The following relations hold between the principles (over the weak base theory $\mathsf{PA}^- +\mathsf{I}\Sigma_0$):

- $\mathsf{I}'\varphi \equiv \mathsf{L}\lnot\varphi$ for every formula $\varphi$;
- $\mathsf{I}\Sigma_n \equiv \mathsf{I}\Pi_n \equiv \mathsf{I}'\Sigma_n \equiv \mathsf{I}'\Pi_n \equiv \mathsf{L}\Sigma_n \equiv \mathsf{L}\Pi_n$;
- $\mathsf{I}\Sigma_{n+1} \implies \mathsf{B}\Sigma_{n+1} \implies \mathsf{I}\Sigma_n$, and both implications are strict;
- $\mathsf{B}\Sigma_{n+1} \equiv \mathsf{B}\Pi_n \equiv \mathsf{L}\Delta_{n+1}$;
- $\mathsf{L}\Delta_n \implies \mathsf{I}\Delta_n$, but it is not known if this reverses.

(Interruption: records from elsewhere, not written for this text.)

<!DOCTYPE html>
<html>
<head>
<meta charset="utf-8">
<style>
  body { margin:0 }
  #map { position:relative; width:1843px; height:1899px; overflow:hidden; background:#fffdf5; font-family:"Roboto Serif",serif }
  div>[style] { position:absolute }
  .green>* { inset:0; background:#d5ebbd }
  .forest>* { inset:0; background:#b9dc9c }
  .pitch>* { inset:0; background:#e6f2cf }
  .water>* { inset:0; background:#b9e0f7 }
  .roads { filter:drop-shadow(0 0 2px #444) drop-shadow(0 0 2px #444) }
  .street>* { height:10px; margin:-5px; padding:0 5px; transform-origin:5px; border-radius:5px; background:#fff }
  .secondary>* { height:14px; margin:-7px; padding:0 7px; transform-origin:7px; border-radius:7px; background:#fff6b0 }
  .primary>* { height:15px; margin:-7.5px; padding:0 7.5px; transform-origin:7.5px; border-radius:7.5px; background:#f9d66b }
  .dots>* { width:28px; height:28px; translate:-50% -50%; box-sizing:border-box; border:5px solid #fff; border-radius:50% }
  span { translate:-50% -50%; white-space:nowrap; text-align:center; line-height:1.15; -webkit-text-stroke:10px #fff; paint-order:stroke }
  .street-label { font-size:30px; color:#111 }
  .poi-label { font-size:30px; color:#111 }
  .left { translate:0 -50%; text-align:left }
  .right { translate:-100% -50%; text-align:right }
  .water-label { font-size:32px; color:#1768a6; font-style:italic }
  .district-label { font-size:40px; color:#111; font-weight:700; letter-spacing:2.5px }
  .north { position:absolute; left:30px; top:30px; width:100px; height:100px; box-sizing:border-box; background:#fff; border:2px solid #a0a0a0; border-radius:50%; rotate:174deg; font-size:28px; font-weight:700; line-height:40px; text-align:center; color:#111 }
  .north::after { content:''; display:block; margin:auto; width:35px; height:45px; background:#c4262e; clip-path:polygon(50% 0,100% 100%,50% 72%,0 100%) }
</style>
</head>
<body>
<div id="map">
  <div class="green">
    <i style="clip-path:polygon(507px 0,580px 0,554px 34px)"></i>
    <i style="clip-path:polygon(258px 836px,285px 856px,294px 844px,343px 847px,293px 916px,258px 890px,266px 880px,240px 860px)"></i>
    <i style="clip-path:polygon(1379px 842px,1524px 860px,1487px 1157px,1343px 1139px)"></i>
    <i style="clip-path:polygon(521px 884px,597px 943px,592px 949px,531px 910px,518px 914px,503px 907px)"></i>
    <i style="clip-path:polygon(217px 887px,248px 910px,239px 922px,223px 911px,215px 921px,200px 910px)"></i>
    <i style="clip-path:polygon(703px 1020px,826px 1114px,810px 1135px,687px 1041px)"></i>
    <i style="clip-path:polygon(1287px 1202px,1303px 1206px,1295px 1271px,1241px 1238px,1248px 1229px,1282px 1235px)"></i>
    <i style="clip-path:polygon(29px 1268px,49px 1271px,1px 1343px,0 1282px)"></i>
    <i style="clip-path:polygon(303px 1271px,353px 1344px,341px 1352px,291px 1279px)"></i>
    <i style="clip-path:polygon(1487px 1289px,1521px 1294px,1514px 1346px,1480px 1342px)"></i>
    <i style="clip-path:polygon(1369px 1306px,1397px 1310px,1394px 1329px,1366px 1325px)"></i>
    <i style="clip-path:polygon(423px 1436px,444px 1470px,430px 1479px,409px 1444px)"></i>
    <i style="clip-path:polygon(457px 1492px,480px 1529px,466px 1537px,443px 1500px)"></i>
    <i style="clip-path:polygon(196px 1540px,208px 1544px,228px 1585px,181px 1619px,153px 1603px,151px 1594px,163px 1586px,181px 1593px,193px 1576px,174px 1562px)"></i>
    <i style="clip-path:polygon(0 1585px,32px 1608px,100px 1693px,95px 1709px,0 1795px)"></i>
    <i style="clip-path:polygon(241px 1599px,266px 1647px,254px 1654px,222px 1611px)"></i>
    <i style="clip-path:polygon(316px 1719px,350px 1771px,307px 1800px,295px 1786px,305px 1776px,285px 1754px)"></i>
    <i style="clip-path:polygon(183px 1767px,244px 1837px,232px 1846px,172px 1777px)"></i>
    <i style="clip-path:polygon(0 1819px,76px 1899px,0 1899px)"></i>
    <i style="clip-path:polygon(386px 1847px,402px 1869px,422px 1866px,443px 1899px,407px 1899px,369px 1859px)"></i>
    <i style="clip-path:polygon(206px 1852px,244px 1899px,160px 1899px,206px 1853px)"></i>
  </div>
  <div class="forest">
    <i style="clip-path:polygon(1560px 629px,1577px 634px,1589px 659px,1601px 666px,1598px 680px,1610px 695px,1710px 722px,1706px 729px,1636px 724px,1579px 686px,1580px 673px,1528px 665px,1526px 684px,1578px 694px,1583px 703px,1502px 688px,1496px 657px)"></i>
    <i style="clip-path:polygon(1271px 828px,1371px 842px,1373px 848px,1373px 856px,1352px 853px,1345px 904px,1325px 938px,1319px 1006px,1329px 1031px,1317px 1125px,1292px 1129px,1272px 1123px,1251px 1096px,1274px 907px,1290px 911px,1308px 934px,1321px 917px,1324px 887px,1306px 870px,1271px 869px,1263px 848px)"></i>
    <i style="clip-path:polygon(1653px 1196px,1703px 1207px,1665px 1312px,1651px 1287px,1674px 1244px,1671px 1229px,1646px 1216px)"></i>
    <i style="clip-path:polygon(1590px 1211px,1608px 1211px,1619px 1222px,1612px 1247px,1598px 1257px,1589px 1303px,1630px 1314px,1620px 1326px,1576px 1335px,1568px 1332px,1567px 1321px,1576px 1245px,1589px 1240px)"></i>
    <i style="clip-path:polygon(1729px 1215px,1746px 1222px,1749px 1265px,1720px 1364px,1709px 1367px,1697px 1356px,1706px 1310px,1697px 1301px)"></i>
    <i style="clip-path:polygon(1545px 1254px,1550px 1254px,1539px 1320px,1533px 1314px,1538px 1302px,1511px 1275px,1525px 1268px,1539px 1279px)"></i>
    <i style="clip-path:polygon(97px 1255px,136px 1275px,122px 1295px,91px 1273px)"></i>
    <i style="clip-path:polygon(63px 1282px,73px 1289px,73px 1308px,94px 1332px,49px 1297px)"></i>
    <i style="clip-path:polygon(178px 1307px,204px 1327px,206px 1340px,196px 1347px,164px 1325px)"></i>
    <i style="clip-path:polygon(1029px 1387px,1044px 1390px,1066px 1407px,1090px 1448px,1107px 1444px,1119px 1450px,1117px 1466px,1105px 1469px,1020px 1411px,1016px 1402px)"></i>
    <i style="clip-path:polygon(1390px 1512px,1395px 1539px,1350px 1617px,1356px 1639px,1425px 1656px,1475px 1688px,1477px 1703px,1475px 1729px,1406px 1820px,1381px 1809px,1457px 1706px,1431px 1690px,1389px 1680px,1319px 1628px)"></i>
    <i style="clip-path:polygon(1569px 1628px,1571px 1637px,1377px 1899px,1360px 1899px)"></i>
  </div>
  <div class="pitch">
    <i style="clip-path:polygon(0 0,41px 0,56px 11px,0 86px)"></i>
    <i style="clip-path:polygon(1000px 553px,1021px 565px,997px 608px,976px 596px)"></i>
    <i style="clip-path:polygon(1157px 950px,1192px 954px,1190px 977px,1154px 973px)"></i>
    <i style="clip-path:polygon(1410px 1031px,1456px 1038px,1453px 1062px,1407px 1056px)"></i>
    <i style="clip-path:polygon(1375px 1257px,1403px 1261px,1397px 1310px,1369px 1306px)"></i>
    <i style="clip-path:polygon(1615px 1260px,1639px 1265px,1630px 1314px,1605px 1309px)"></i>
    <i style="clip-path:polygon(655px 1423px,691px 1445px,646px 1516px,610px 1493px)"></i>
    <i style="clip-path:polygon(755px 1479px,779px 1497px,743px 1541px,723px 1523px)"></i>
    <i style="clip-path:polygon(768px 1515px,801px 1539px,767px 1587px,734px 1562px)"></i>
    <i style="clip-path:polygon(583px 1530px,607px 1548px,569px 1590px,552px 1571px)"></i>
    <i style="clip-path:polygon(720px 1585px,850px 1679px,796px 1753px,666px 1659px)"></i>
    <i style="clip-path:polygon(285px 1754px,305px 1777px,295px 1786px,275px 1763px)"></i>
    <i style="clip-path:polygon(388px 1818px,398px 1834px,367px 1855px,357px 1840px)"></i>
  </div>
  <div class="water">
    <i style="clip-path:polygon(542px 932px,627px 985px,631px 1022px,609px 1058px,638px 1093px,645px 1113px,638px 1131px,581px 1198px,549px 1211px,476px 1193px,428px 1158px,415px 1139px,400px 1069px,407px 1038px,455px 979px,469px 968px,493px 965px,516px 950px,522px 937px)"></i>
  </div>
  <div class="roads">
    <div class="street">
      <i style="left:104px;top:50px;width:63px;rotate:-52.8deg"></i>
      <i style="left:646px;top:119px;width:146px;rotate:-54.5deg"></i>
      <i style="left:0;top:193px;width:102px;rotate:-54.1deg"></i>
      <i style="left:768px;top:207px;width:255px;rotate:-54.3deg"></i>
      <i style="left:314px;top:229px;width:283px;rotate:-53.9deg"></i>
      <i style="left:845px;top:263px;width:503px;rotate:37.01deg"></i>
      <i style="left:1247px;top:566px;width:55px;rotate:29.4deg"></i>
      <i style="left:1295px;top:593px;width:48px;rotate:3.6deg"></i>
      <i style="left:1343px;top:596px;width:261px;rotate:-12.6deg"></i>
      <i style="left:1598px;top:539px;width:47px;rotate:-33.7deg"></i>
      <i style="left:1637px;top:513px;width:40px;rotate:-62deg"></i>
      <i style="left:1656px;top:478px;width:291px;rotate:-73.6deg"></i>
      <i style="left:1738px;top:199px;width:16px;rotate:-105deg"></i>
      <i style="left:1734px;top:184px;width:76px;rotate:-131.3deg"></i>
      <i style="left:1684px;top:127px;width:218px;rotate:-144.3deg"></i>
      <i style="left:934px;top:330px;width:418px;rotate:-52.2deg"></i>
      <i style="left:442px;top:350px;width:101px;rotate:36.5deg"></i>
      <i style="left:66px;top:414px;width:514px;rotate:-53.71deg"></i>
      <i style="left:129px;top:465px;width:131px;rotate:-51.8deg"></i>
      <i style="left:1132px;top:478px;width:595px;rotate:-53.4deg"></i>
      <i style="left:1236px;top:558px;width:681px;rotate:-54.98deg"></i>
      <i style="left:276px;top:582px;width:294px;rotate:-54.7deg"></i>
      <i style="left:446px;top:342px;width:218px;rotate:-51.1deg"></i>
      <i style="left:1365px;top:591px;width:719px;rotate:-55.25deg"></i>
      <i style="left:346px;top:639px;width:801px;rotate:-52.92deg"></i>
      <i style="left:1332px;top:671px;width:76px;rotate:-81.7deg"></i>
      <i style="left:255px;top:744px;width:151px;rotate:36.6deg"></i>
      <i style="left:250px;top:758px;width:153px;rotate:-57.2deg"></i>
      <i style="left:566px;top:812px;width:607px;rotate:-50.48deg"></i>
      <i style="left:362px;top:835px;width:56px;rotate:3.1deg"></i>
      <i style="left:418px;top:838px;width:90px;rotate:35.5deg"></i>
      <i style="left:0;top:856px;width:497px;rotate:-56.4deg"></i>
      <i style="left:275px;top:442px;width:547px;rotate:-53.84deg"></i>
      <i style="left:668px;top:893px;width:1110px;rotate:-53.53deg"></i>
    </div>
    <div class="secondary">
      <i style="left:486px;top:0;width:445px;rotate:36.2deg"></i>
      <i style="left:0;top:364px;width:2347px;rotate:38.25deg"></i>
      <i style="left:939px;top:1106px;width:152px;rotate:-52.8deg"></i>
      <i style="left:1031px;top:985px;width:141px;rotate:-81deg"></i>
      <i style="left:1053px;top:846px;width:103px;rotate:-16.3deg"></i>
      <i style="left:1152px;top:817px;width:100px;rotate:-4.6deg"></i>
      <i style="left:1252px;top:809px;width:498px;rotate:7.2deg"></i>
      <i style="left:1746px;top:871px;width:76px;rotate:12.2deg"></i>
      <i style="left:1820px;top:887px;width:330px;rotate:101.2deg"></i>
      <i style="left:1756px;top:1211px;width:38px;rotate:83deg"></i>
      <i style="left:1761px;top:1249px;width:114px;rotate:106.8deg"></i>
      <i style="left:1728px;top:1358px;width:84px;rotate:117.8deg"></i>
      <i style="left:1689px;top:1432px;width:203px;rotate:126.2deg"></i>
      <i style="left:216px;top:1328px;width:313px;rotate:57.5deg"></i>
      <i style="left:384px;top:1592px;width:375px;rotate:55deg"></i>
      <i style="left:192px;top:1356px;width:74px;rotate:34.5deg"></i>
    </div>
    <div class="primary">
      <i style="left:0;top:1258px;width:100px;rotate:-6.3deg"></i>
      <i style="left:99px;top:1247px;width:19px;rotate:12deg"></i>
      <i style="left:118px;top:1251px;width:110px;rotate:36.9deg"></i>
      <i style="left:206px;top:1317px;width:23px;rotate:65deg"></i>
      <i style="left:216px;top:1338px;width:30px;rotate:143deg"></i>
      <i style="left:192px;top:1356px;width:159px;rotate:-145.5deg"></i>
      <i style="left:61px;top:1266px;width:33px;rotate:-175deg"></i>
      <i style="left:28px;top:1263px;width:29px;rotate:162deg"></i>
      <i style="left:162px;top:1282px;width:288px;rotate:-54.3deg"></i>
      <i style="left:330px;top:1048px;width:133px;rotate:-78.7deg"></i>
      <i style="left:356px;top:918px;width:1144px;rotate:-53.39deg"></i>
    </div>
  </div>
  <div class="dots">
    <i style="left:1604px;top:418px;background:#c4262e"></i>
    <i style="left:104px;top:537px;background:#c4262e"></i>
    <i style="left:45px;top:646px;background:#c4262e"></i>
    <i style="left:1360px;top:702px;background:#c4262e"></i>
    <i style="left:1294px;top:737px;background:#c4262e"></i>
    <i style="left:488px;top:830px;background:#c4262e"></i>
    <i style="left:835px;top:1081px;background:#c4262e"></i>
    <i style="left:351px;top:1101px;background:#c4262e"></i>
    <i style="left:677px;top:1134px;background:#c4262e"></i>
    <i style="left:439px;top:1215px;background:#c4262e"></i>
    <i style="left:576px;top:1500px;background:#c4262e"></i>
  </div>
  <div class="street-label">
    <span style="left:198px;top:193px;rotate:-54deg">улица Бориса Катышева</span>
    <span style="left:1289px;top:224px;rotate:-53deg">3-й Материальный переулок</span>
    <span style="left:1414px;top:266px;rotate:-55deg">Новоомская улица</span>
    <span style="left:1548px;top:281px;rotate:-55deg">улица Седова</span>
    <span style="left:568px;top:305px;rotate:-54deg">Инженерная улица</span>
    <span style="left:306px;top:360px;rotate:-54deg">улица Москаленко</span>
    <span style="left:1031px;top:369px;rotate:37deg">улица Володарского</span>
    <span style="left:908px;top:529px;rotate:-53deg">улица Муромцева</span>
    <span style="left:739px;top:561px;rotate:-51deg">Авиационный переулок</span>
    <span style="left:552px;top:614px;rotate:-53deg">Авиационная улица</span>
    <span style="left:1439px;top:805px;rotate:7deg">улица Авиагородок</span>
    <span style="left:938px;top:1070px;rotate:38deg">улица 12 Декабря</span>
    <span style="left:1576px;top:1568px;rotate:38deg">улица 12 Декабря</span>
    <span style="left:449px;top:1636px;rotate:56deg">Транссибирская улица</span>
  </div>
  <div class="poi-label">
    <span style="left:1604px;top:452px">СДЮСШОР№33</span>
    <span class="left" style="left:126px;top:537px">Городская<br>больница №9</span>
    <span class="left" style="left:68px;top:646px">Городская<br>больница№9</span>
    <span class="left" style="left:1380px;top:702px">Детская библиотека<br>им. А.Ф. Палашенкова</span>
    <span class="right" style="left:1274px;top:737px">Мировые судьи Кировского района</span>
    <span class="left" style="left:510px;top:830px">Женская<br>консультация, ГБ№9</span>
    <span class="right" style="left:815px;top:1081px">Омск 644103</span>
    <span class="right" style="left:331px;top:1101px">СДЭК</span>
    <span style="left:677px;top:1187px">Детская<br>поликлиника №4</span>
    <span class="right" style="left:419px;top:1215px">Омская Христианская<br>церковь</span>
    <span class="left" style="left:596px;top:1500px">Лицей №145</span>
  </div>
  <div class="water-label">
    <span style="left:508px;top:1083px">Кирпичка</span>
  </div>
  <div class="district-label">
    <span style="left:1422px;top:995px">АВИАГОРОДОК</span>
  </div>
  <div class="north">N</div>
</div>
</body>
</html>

Over $\mathsf{PA}^- +\mathsf{I}\Sigma_0 + \mathsf{exp}$, Slaman proved that $\mathsf{B}\Sigma_n \equiv \mathsf{L}\Delta_n \equiv \mathsf{I}\Delta_n$.

==Reverse mathematics==

The induction, bounding and least number principles are commonly used in reverse mathematics and second-order arithmetic. For example, $\mathsf{I}\Sigma_1$ is part of the definition of the subsystem $\mathsf{RCA}_0$ of second-order arithmetic. Hence, $\mathsf{I}'\Sigma_1$, $\mathsf{L}\Sigma_1$ and $\mathsf{B}\Sigma_1$ are all theorems of $\mathsf{RCA}_0$. The subsystem $\mathsf{ACA}_0$ proves all the principles $\mathsf{I}\varphi$, $\mathsf{I}'\varphi$, $\mathsf{L}\varphi$, $\mathsf{B}\psi$ for arithmetical $\varphi$, $\psi$. The infinite pigeonhole principle is known to be equivalent to $\mathsf{B}\Pi_1$ and $\mathsf{B}\Sigma_2$ over $\mathsf{RCA}_0$.